• **TASK DATA**:
* * * *
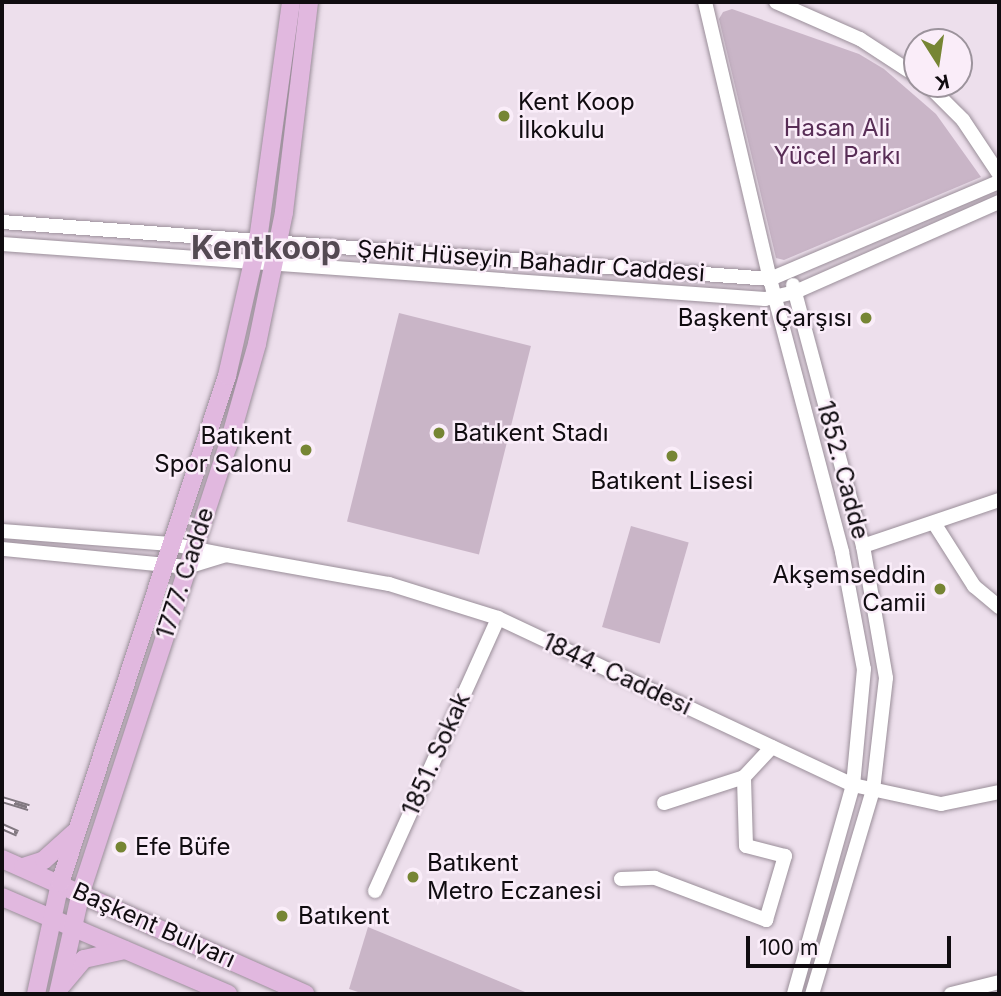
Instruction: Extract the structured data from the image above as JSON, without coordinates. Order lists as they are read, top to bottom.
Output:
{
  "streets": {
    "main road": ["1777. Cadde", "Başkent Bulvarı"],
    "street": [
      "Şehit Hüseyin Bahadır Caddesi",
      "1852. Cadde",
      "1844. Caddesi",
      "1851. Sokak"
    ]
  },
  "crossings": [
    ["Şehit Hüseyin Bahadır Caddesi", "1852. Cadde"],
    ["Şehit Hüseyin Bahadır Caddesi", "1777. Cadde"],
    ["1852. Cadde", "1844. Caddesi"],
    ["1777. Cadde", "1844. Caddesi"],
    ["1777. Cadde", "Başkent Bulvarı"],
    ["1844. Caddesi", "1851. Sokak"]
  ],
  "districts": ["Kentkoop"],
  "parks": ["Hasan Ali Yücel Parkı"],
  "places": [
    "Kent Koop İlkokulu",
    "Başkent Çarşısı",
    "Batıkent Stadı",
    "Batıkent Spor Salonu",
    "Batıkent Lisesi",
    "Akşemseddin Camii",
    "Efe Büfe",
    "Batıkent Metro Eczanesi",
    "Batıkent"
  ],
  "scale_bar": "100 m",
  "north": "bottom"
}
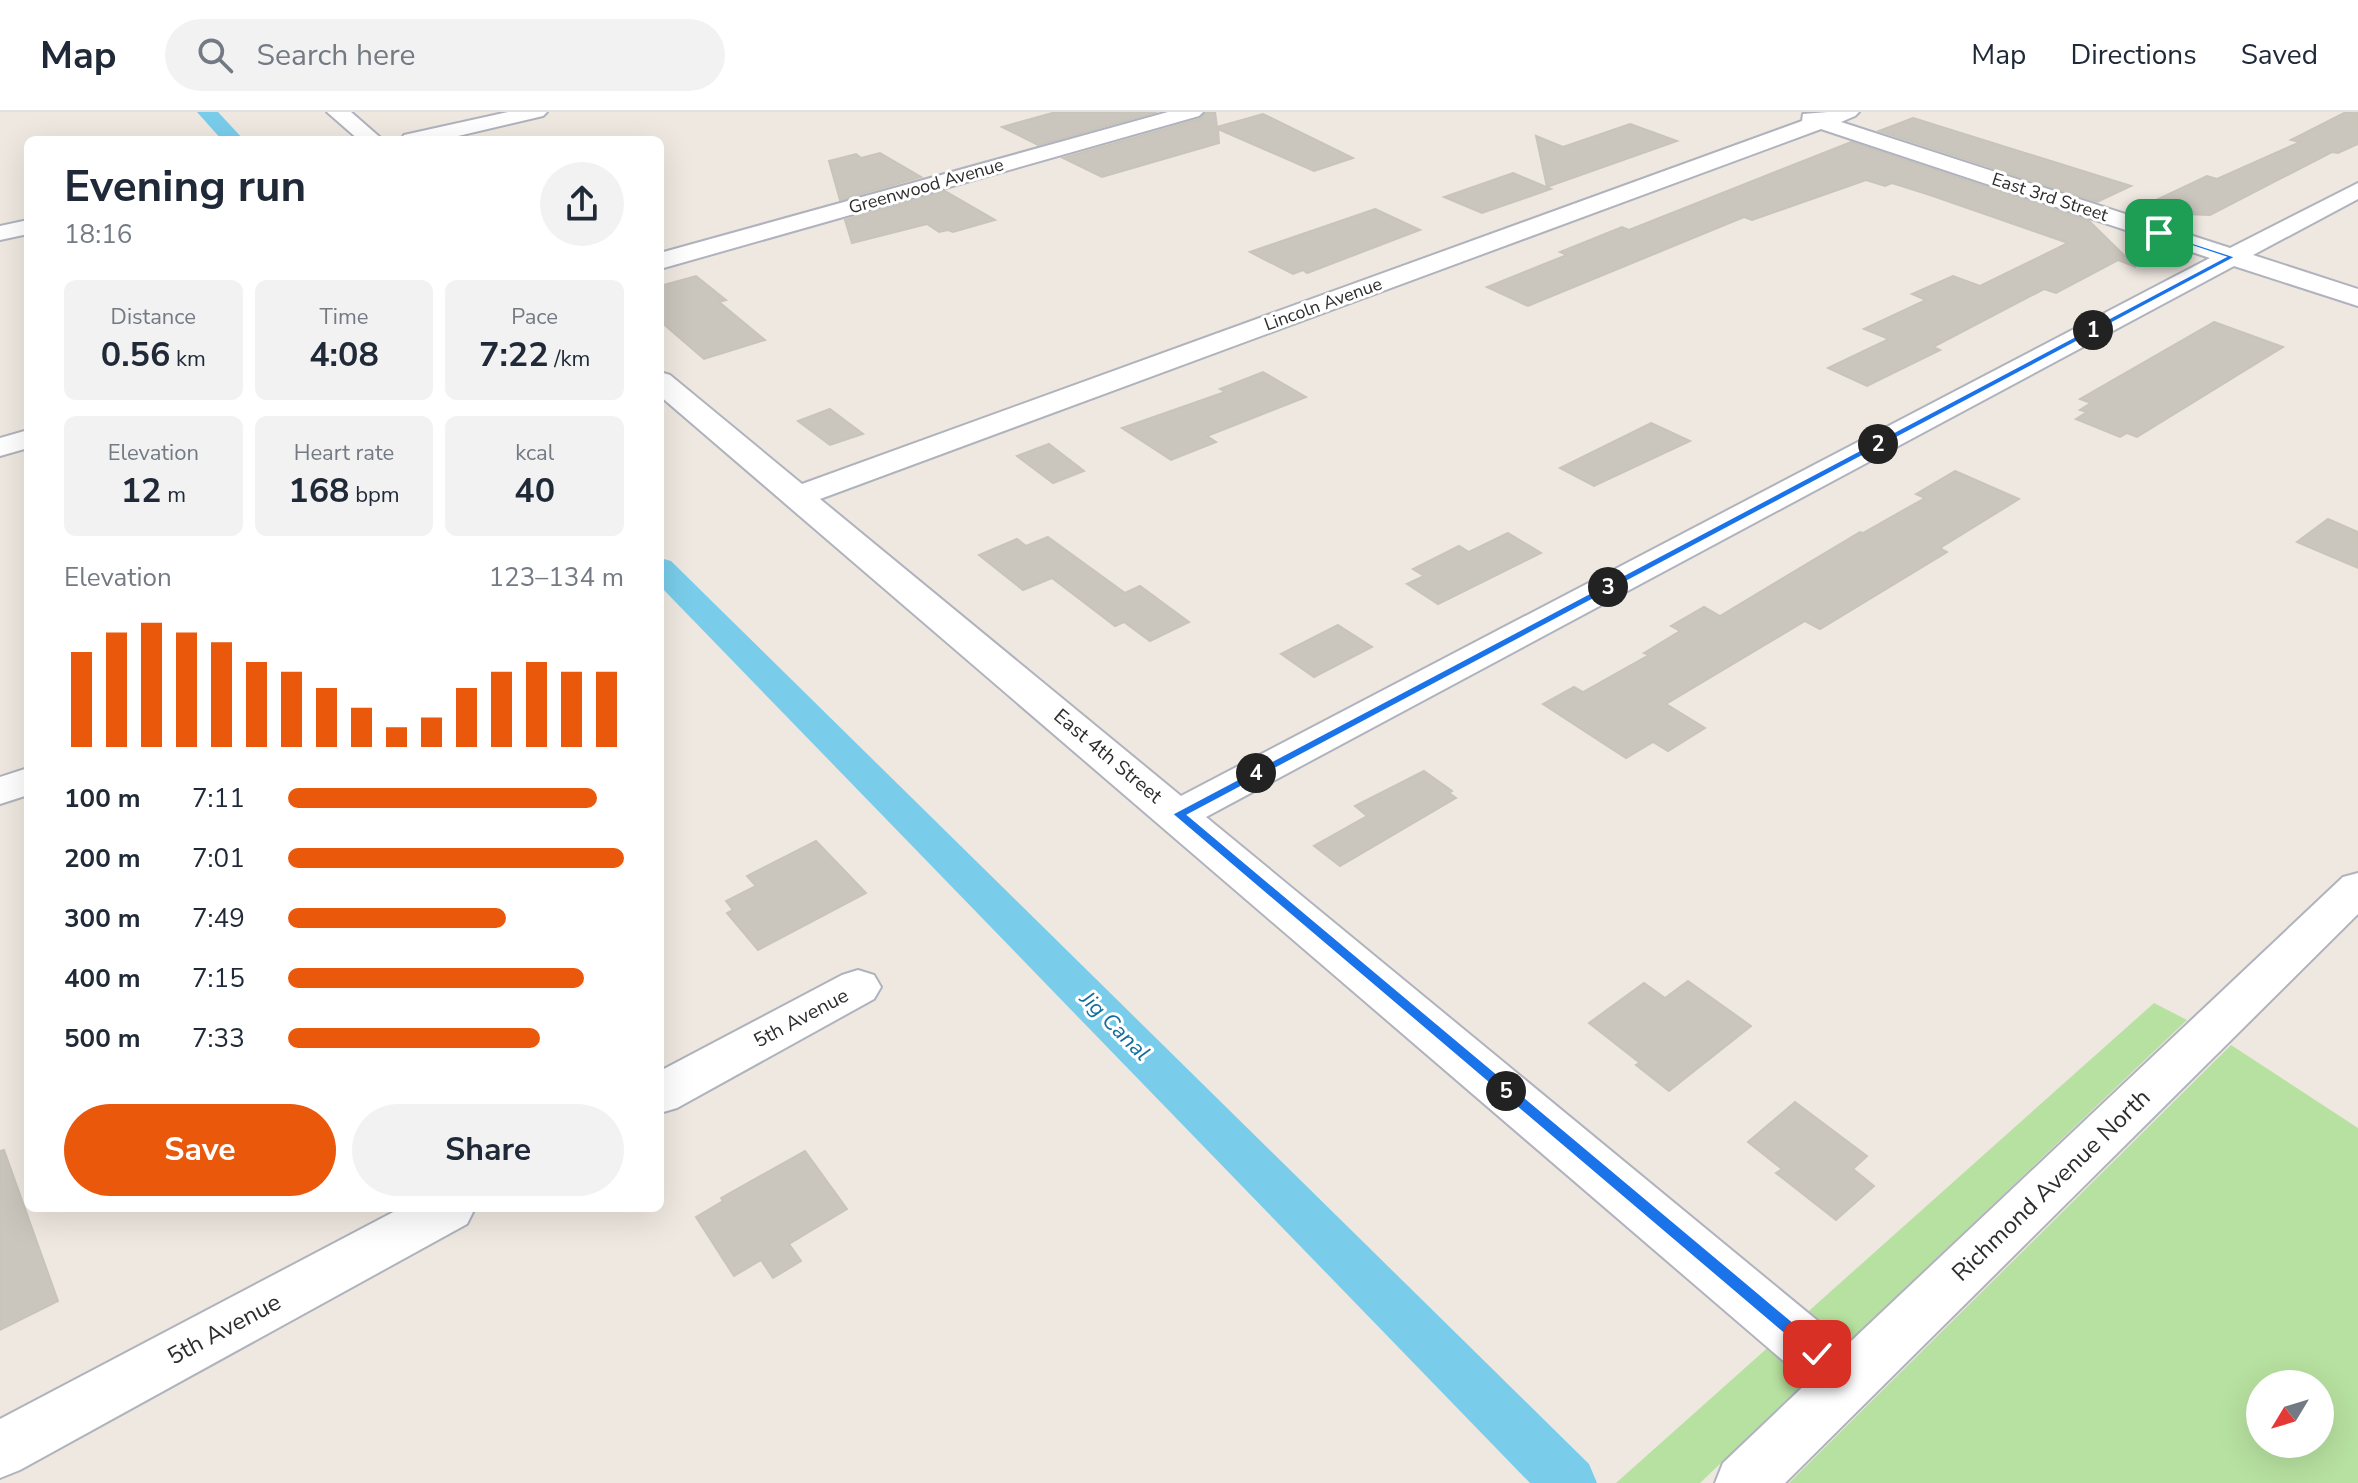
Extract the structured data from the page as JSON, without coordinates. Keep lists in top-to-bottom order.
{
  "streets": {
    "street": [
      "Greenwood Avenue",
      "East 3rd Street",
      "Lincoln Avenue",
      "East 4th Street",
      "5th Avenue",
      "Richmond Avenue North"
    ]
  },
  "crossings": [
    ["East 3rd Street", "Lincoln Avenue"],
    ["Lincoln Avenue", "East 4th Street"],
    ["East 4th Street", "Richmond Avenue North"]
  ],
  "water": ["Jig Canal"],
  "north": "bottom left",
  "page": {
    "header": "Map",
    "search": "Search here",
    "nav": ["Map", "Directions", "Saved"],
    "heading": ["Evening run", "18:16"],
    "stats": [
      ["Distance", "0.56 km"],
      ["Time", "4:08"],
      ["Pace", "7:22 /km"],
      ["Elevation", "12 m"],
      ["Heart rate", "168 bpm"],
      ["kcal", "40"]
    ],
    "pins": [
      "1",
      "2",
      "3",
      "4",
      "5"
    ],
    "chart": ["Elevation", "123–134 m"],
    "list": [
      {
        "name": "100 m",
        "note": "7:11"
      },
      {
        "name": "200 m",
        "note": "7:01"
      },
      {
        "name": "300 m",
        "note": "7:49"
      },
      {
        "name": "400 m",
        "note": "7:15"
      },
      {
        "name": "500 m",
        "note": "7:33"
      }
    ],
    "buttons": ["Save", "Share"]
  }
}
* * * *
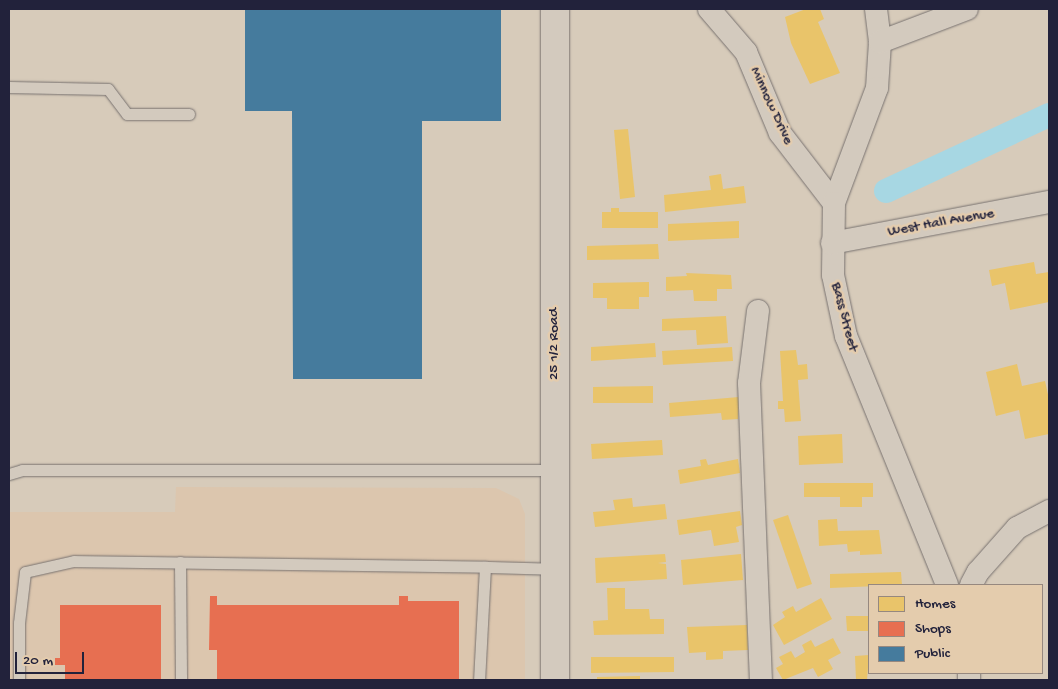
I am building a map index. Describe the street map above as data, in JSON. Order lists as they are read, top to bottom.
* * * *
• **WHAT THE TASK ASKS**:
Show the lines of the material that contain the word "above".

• **ANSWER SPACE**:
Instruction: Extract the structured data from the image above as JSON, without coordinates. Order lists as they are read, top to bottom.
I am building a map index. Describe the street map above as data, in JSON. Order lists as they are read, top to bottom.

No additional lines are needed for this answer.